● **WHAT IS REQUIRED**: From the line that contains "Dump the readable" to the last line of the data, every line is to be transcribed exactly; no other line is to be included.

● **DATA FOR ANALYSIS**:
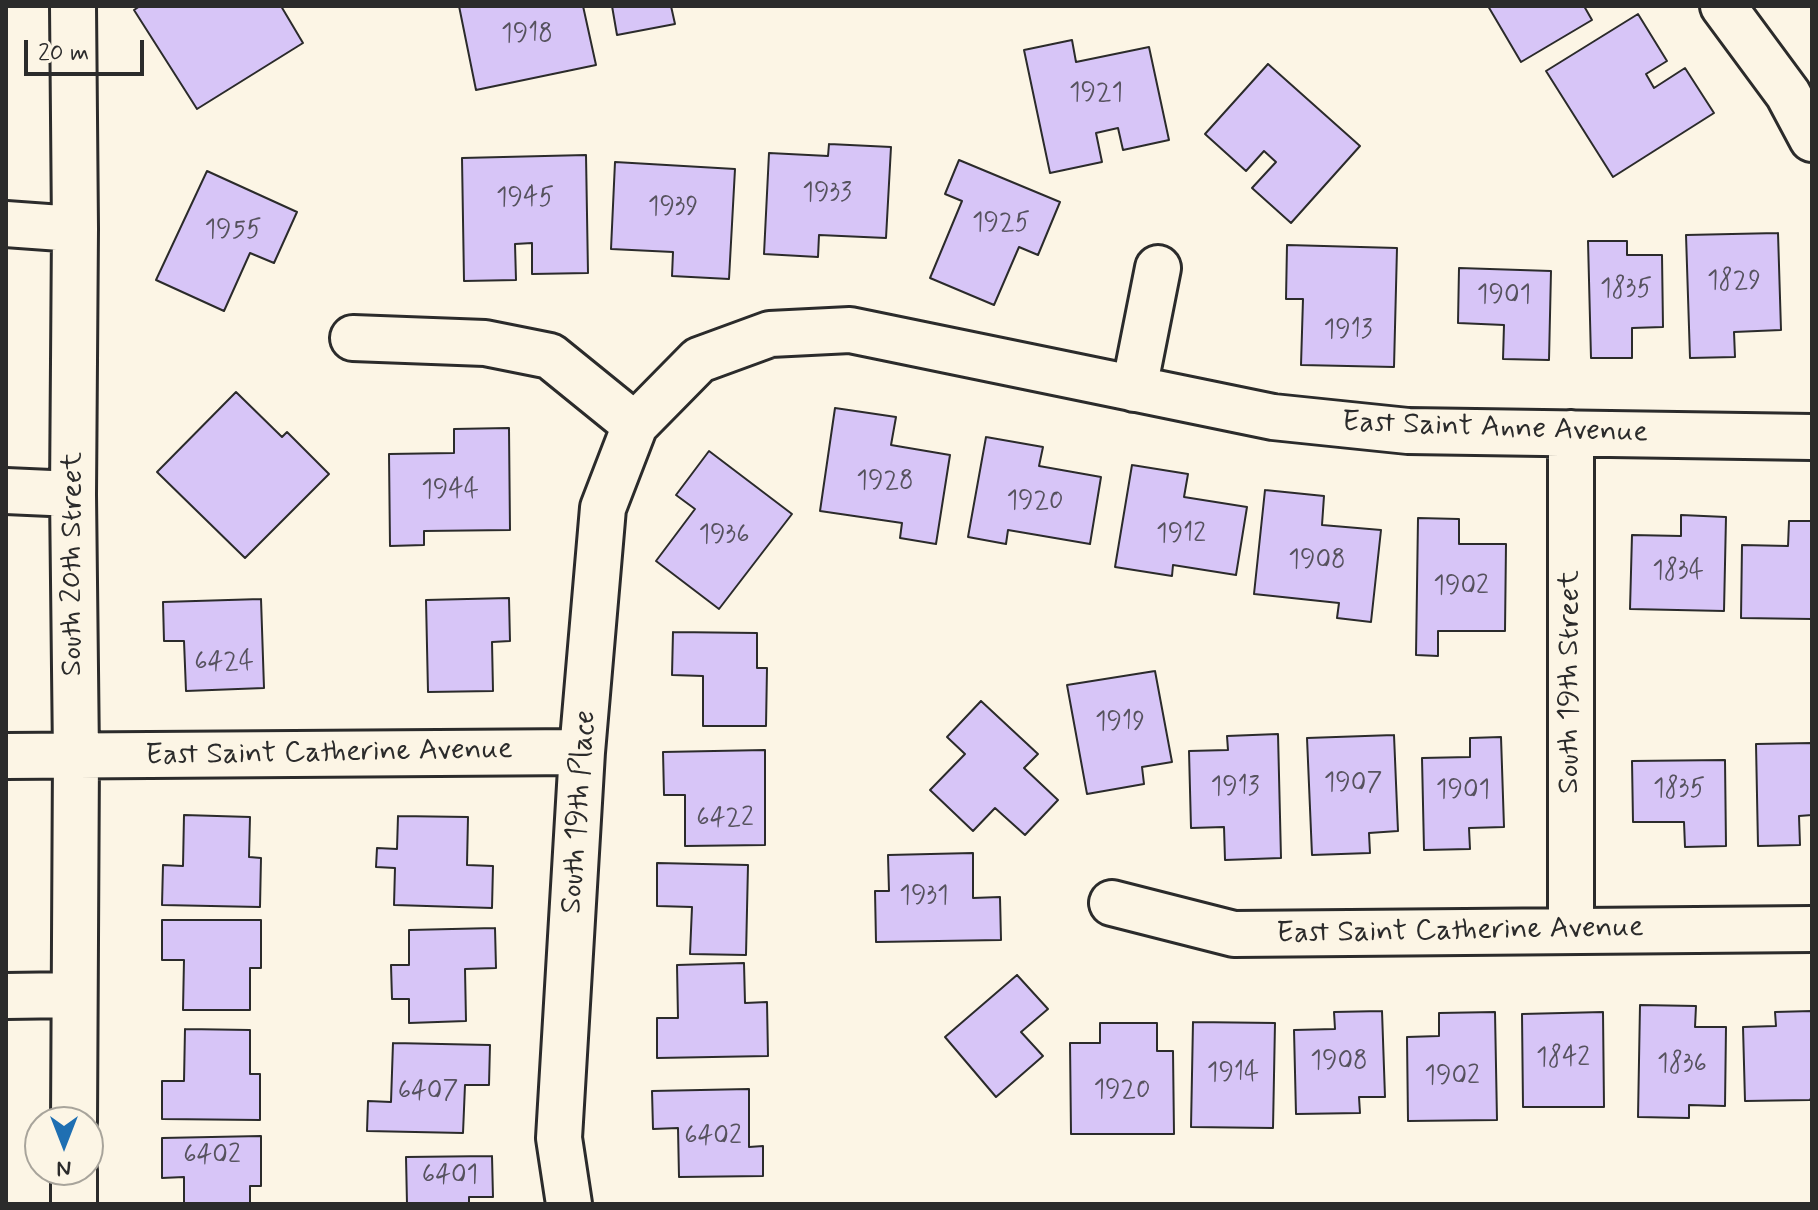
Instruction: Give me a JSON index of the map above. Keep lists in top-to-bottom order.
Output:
{
  "streets": {
    "street": [
      "East Saint Anne Avenue",
      "South 20th Street",
      "South 19th Street",
      "East Saint Catherine Avenue",
      "South 19th Place"
    ]
  },
  "crossings": [
    ["East Saint Anne Avenue", "South 19th Street"],
    ["East Saint Anne Avenue", "South 19th Place"],
    ["South 20th Street", "East Saint Catherine Avenue"],
    ["South 19th Street", "East Saint Catherine Avenue"],
    ["East Saint Catherine Avenue", "South 19th Place"]
  ],
  "house_numbers": [
    "1918",
    "1921",
    "1933",
    "1945",
    "1939",
    "1925",
    "1955",
    "1829",
    "1835",
    "1901",
    "1913",
    "1928",
    "1944",
    "1920",
    "1912",
    "1936",
    "1908",
    "1834",
    "1902",
    "6424",
    "1919",
    "1907",
    "1913",
    "1835",
    "1901",
    "6422",
    "1931",
    "1842",
    "1908",
    "1836",
    "1914",
    "1902",
    "1920",
    "6407",
    "6402",
    "6402",
    "6401"
  ],
  "scale_bar": "20 m",
  "north": "bottom"
}
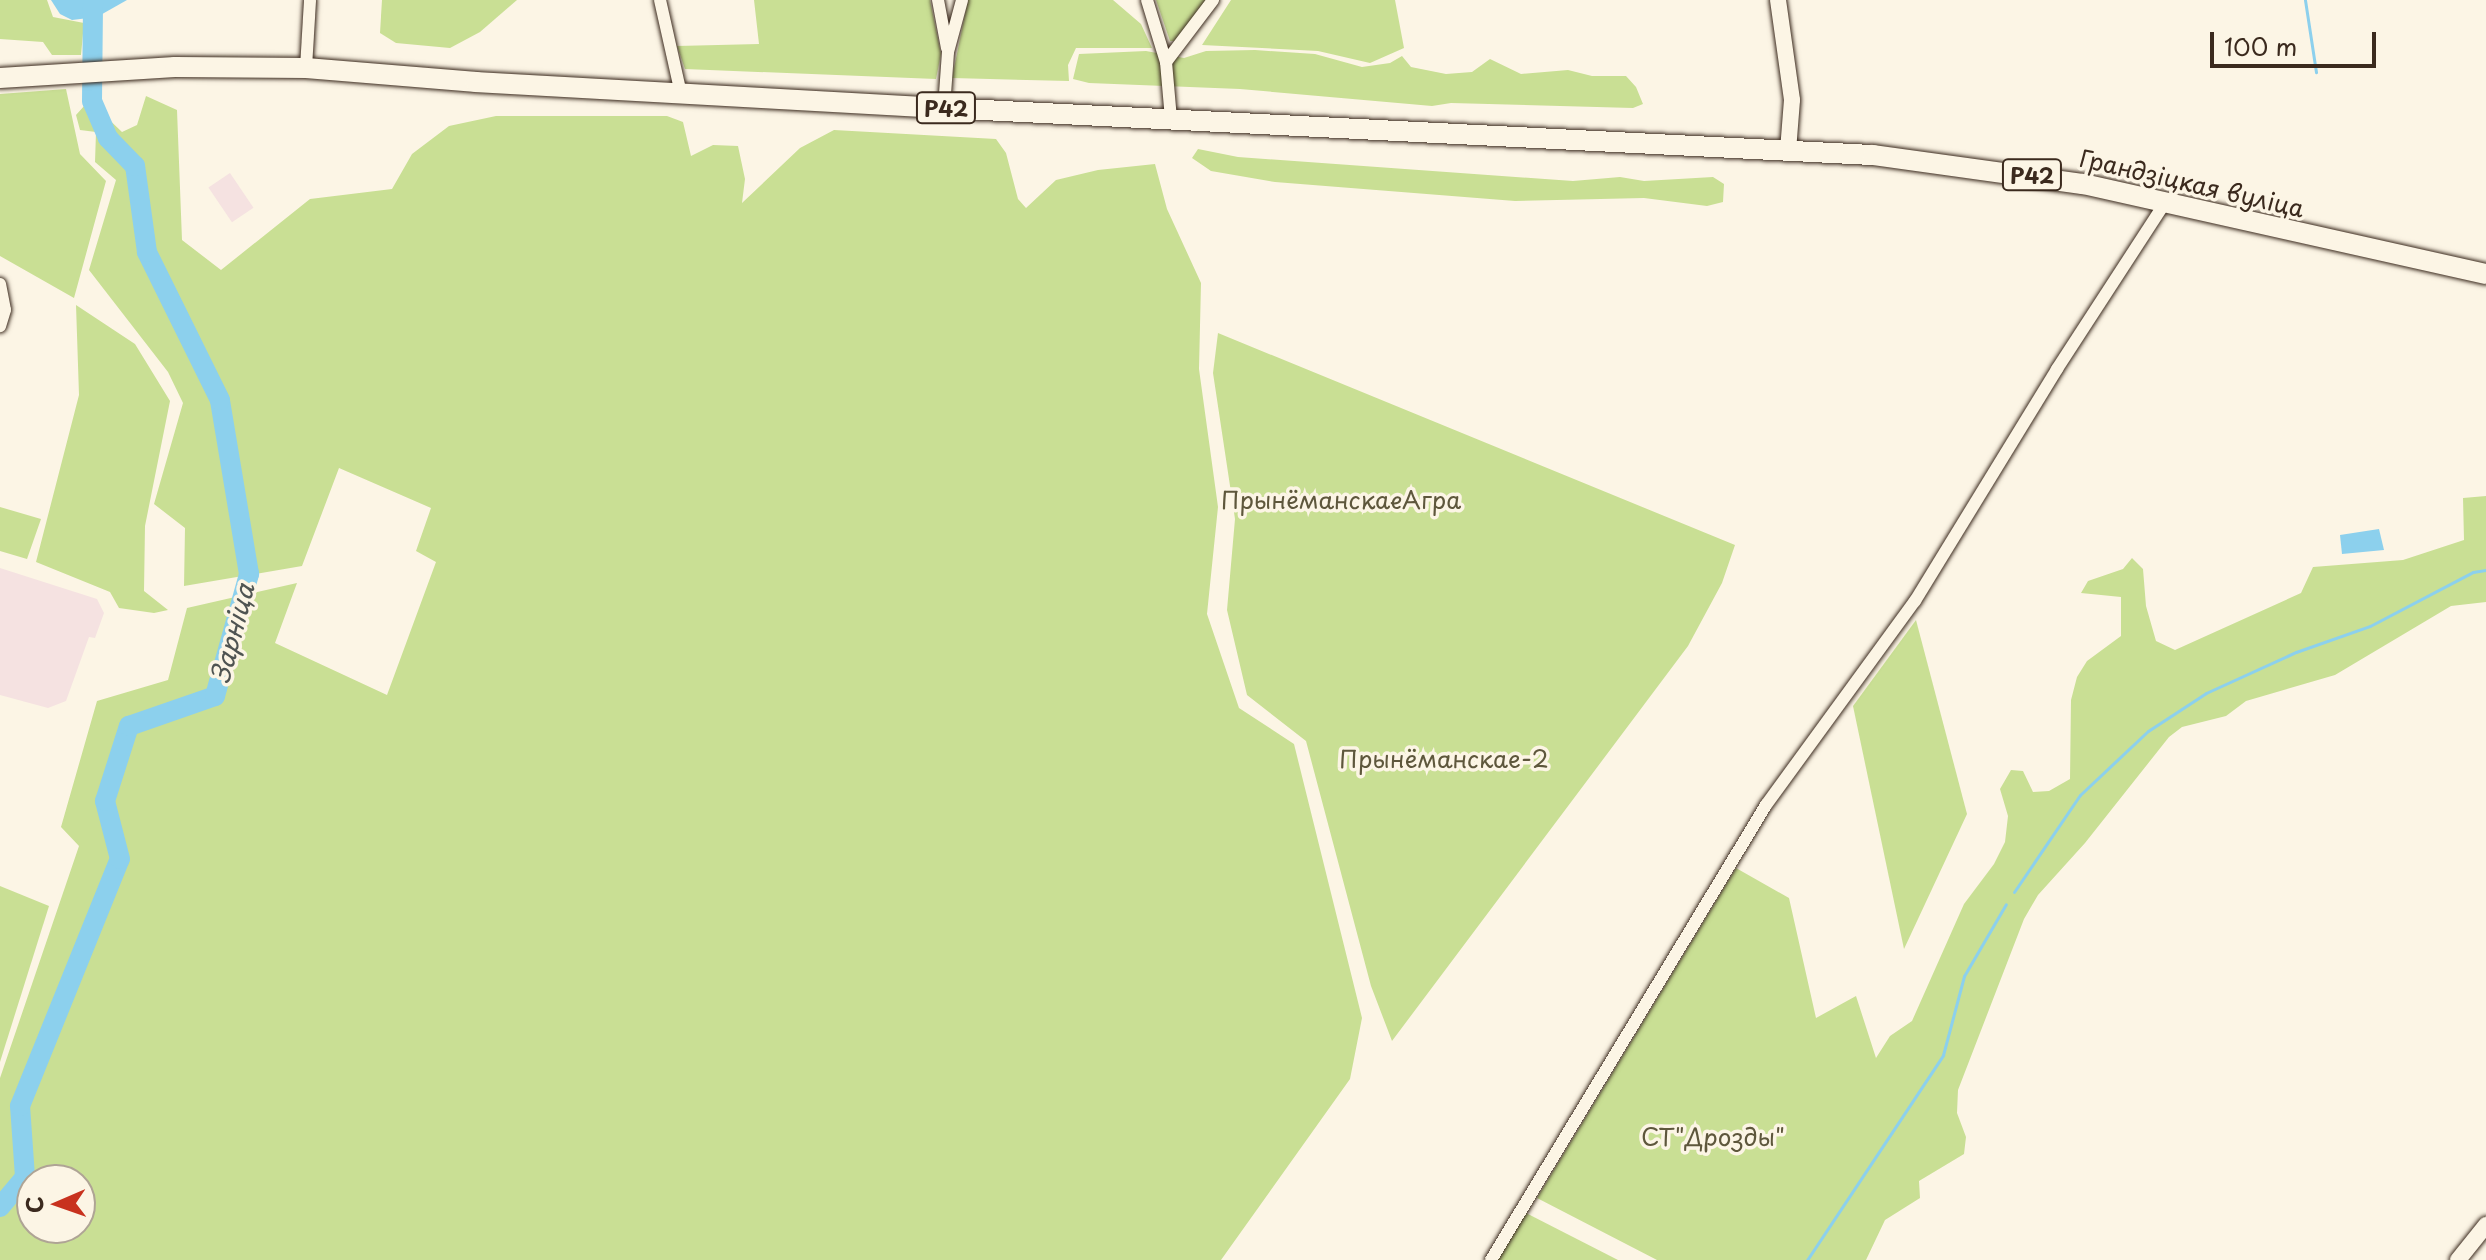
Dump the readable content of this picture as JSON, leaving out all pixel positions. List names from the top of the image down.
{
  "streets": {
    "main road": ["Р42", "Грандзіцкая вуліца"]
  },
  "crossings": [
    ["Р42", "Грандзіцкая вуліца"]
  ],
  "water": ["Зарніца"],
  "parks": ["ПрынёманскаеАгра", "Прынёманскае-2", "СТ\"Дрозды\""],
  "scale_bar": "100 m",
  "north": "left"
}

● **WRITTEN SOLUTION**:
Dump the readable content of this picture as JSON, leaving out all pixel positions. List names from the top of the image down.
{
  "streets": {
    "main road": ["Р42", "Грандзіцкая вуліца"]
  },
  "crossings": [
    ["Р42", "Грандзіцкая вуліца"]
  ],
  "water": ["Зарніца"],
  "parks": ["ПрынёманскаеАгра", "Прынёманскае-2", "СТ\"Дрозды\""],
  "scale_bar": "100 m",
  "north": "left"
}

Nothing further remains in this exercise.